==== STORED DATA ====
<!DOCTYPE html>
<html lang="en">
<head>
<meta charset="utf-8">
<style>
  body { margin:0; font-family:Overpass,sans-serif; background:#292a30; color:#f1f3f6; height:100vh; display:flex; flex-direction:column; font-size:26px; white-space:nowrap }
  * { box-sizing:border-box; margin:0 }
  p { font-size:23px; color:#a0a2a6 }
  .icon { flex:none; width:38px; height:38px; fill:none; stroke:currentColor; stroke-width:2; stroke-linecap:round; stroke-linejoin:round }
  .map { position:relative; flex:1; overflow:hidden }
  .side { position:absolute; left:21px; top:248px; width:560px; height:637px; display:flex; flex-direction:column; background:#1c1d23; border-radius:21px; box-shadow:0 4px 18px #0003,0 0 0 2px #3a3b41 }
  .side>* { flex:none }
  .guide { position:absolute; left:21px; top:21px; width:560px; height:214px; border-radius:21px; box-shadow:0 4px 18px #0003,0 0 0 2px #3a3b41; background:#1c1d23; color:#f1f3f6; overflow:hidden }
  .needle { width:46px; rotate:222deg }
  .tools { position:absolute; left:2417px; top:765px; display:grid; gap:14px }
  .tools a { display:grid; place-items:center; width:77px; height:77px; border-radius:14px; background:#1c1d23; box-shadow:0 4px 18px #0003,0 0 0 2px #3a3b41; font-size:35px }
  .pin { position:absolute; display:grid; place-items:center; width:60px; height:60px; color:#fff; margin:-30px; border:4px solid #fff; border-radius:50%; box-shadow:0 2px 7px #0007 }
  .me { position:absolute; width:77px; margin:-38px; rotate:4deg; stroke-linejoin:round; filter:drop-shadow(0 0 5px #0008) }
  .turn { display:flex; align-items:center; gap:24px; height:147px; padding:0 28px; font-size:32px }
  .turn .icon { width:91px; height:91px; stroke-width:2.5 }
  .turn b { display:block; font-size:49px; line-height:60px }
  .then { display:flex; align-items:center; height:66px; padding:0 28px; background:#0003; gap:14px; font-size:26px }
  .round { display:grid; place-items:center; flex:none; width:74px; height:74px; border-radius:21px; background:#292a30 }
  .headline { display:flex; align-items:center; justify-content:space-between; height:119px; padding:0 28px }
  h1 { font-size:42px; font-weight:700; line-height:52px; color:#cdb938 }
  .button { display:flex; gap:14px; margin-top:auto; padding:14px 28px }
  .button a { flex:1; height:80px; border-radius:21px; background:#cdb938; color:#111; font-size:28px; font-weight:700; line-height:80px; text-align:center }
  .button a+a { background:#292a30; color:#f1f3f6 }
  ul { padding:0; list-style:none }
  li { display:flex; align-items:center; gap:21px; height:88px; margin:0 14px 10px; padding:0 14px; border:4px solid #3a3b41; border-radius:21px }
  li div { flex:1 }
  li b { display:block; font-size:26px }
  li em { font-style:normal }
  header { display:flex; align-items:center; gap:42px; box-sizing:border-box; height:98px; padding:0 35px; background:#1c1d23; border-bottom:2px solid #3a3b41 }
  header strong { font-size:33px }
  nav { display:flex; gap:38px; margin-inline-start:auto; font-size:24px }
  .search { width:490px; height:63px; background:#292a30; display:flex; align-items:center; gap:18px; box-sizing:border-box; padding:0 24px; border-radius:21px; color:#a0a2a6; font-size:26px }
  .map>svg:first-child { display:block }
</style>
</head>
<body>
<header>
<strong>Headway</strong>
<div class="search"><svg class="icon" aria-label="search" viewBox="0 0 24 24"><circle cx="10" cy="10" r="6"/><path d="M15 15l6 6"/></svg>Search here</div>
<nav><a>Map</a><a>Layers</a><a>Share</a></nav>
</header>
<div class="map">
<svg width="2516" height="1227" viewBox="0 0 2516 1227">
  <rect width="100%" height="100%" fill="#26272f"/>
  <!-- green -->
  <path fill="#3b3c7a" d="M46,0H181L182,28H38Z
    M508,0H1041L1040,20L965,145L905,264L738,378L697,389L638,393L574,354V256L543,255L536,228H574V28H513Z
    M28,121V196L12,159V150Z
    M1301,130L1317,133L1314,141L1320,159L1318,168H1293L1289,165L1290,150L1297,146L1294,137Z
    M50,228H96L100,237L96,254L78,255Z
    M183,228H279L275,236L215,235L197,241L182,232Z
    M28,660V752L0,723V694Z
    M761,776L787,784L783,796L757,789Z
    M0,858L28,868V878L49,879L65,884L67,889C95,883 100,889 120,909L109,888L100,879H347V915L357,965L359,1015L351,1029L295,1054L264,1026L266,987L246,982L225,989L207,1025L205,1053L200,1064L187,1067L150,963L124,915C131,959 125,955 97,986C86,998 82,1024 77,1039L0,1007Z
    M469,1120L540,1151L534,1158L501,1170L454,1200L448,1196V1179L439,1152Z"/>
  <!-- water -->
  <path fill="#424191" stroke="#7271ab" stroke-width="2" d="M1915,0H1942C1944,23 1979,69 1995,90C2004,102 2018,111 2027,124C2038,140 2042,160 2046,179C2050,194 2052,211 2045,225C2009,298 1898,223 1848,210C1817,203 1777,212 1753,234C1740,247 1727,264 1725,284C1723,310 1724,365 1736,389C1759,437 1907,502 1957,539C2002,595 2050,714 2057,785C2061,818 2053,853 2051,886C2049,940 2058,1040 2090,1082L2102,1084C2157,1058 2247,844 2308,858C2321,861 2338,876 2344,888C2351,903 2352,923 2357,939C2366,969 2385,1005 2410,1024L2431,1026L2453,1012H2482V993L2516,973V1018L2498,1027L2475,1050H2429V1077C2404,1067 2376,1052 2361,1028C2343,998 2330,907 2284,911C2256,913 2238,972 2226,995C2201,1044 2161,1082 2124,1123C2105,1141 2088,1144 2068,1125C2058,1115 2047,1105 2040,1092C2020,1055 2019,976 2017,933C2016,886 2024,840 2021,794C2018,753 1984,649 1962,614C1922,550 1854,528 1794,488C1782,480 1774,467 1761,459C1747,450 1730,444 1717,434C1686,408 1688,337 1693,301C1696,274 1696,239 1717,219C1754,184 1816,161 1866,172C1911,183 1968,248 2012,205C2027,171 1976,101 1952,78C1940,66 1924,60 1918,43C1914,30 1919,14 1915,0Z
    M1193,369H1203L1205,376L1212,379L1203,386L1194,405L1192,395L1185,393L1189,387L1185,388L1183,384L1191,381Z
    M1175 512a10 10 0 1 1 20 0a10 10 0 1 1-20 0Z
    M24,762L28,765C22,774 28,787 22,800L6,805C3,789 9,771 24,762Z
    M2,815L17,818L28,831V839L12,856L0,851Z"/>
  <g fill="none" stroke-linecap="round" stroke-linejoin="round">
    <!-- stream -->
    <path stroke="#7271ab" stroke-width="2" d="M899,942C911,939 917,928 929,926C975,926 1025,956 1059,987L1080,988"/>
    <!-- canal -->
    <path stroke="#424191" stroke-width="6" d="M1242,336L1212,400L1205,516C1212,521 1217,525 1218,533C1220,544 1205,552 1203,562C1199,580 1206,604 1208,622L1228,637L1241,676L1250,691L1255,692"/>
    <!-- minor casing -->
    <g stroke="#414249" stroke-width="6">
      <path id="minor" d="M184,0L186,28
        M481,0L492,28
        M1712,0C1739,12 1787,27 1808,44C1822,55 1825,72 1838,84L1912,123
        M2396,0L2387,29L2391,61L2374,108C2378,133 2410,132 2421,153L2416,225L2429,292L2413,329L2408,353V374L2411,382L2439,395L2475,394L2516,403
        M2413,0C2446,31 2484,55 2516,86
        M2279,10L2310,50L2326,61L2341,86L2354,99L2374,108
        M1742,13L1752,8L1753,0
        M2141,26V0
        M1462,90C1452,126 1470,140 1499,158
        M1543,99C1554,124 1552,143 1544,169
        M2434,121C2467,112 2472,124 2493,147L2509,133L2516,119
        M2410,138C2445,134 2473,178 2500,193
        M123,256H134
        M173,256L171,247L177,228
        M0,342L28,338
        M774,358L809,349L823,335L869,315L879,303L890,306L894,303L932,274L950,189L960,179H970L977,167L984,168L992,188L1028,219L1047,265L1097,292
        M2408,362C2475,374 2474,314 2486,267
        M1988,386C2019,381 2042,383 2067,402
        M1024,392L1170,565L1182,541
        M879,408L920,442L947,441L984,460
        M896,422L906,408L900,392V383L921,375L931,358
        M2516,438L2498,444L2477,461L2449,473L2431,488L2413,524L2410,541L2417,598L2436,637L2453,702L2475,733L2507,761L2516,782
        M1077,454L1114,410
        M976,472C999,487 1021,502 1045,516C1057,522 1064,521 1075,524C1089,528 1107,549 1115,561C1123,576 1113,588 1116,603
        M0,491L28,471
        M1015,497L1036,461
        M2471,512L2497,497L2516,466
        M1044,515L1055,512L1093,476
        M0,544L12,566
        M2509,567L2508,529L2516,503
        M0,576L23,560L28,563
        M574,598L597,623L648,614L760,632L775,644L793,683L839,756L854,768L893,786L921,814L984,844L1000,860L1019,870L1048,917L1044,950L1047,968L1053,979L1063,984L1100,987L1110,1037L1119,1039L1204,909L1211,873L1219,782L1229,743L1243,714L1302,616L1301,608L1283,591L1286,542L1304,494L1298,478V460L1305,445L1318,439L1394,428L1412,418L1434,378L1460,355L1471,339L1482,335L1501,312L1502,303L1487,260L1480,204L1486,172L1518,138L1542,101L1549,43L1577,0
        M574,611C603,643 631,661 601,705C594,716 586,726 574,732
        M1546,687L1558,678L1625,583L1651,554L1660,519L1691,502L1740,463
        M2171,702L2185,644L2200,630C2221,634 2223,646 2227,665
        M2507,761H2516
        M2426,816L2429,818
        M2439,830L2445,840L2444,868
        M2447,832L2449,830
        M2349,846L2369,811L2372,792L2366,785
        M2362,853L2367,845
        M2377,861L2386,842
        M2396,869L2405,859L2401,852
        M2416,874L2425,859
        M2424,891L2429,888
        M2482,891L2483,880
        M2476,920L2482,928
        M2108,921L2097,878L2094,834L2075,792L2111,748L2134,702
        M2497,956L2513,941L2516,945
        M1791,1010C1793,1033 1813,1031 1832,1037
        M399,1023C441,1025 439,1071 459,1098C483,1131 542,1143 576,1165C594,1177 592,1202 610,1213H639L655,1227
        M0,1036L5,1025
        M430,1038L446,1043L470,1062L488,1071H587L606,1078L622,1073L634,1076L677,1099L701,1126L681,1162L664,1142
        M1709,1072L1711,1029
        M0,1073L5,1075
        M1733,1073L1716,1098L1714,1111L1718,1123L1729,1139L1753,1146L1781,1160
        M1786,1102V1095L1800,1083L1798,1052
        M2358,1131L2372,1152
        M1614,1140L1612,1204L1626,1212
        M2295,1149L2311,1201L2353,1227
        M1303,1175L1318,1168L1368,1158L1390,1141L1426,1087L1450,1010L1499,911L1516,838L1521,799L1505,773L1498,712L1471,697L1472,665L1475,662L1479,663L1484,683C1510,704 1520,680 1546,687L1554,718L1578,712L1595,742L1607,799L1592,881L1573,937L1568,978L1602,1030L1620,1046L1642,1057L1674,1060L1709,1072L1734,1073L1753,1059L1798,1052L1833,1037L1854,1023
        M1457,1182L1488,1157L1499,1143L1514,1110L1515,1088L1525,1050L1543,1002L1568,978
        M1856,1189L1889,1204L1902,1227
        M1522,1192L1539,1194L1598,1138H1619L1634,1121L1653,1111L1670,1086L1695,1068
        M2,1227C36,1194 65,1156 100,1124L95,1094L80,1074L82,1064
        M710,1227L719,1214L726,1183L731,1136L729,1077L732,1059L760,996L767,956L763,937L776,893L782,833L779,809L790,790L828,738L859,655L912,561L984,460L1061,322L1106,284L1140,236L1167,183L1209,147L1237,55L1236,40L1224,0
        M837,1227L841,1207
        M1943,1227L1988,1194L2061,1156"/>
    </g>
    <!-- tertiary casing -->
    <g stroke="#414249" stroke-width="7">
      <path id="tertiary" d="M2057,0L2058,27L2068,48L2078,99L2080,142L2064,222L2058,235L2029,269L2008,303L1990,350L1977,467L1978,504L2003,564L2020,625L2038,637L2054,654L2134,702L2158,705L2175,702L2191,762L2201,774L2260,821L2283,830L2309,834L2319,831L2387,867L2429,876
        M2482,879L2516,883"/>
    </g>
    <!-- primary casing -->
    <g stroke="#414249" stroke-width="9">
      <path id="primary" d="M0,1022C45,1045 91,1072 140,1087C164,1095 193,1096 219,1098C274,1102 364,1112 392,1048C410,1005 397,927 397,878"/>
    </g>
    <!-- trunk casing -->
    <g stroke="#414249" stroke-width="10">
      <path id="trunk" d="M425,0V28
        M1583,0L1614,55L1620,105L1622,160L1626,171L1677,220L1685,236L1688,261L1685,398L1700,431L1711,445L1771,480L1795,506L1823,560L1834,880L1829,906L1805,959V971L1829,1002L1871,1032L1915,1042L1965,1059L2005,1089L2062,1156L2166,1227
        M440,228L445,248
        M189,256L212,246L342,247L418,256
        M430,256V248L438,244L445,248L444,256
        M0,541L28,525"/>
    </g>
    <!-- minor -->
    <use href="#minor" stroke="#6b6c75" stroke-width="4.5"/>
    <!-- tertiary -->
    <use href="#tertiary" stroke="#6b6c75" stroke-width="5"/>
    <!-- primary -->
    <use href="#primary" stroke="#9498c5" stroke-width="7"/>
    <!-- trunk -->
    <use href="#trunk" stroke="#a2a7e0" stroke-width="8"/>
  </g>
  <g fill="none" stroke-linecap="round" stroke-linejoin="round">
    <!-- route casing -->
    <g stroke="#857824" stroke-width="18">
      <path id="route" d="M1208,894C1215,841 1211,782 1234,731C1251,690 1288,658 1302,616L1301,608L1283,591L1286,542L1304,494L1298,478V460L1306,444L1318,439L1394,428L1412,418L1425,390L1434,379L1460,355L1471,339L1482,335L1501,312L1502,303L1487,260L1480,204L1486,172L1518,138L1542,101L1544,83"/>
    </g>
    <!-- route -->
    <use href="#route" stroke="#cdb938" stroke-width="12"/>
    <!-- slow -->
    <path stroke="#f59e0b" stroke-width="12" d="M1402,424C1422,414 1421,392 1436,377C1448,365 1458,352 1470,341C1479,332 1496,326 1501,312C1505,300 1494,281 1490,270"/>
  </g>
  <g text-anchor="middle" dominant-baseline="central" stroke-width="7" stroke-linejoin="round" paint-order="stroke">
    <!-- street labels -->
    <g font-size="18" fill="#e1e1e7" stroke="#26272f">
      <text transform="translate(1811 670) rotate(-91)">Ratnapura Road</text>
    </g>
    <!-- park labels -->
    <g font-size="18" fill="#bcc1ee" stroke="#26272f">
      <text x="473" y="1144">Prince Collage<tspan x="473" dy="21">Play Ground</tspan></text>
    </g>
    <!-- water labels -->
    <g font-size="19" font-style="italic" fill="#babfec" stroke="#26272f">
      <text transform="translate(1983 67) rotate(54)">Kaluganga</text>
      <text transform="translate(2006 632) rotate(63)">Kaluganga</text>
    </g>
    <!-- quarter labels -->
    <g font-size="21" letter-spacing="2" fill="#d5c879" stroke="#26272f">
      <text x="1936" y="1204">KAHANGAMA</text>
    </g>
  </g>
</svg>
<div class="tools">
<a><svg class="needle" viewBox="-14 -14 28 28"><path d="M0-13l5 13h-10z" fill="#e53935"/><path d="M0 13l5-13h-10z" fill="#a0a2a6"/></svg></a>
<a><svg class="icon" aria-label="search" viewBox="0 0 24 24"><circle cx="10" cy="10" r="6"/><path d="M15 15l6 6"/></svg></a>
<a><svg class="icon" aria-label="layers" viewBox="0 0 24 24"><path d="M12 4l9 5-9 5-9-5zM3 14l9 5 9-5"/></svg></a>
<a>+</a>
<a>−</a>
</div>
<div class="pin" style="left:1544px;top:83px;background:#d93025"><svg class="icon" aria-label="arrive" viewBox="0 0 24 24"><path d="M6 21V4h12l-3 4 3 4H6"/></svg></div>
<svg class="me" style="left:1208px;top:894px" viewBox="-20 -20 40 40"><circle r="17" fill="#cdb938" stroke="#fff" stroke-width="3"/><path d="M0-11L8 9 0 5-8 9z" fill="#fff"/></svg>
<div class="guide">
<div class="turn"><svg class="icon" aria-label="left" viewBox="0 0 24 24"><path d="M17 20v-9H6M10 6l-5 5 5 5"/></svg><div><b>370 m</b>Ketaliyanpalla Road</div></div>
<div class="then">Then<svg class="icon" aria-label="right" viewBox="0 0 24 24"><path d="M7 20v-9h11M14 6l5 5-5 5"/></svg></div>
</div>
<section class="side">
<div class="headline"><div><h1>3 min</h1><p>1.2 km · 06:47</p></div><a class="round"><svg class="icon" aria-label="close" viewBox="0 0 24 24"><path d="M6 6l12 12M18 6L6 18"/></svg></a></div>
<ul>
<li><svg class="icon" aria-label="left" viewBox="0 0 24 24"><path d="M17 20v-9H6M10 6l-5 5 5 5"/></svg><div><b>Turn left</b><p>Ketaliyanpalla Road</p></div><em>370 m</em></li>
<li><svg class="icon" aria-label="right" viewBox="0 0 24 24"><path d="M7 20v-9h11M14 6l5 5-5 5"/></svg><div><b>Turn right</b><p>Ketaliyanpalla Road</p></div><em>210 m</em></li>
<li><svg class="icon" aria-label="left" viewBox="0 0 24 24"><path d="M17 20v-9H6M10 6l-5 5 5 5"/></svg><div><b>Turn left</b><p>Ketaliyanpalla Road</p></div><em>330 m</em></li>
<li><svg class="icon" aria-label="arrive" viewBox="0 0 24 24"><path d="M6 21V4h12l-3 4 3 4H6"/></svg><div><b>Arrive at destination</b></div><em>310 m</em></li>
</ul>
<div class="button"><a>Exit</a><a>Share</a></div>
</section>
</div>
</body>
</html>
====
_WORK REQUIRED_
Lines holding the string "position" must be copied out of the entries above.

_ANSWER SECTION_
  .map { position:relative; flex:1; overflow:hidden }
  .side { position:absolute; left:21px; top:248px; width:560px; height:637px; display:flex; flex-direction:column; background:#1c1d23; border-radius:21px; box-shadow:0 4px 18px #0003,0 0 0 2px #3a3b41 }
  .guide { position:absolute; left:21px; top:21px; width:560px; height:214px; border-radius:21px; box-shadow:0 4px 18px #0003,0 0 0 2px #3a3b41; background:#1c1d23; color:#f1f3f6; overflow:hidden }
  .tools { position:absolute; left:2417px; top:765px; display:grid; gap:14px }
  .pin { position:absolute; display:grid; place-items:center; width:60px; height:60px; color:#fff; margin:-30px; border:4px solid #fff; border-radius:50%; box-shadow:0 2px 7px #0007 }
  .me { position:absolute; width:77px; margin:-38px; rotate:4deg; stroke-linejoin:round; filter:drop-shadow(0 0 5px #0008) }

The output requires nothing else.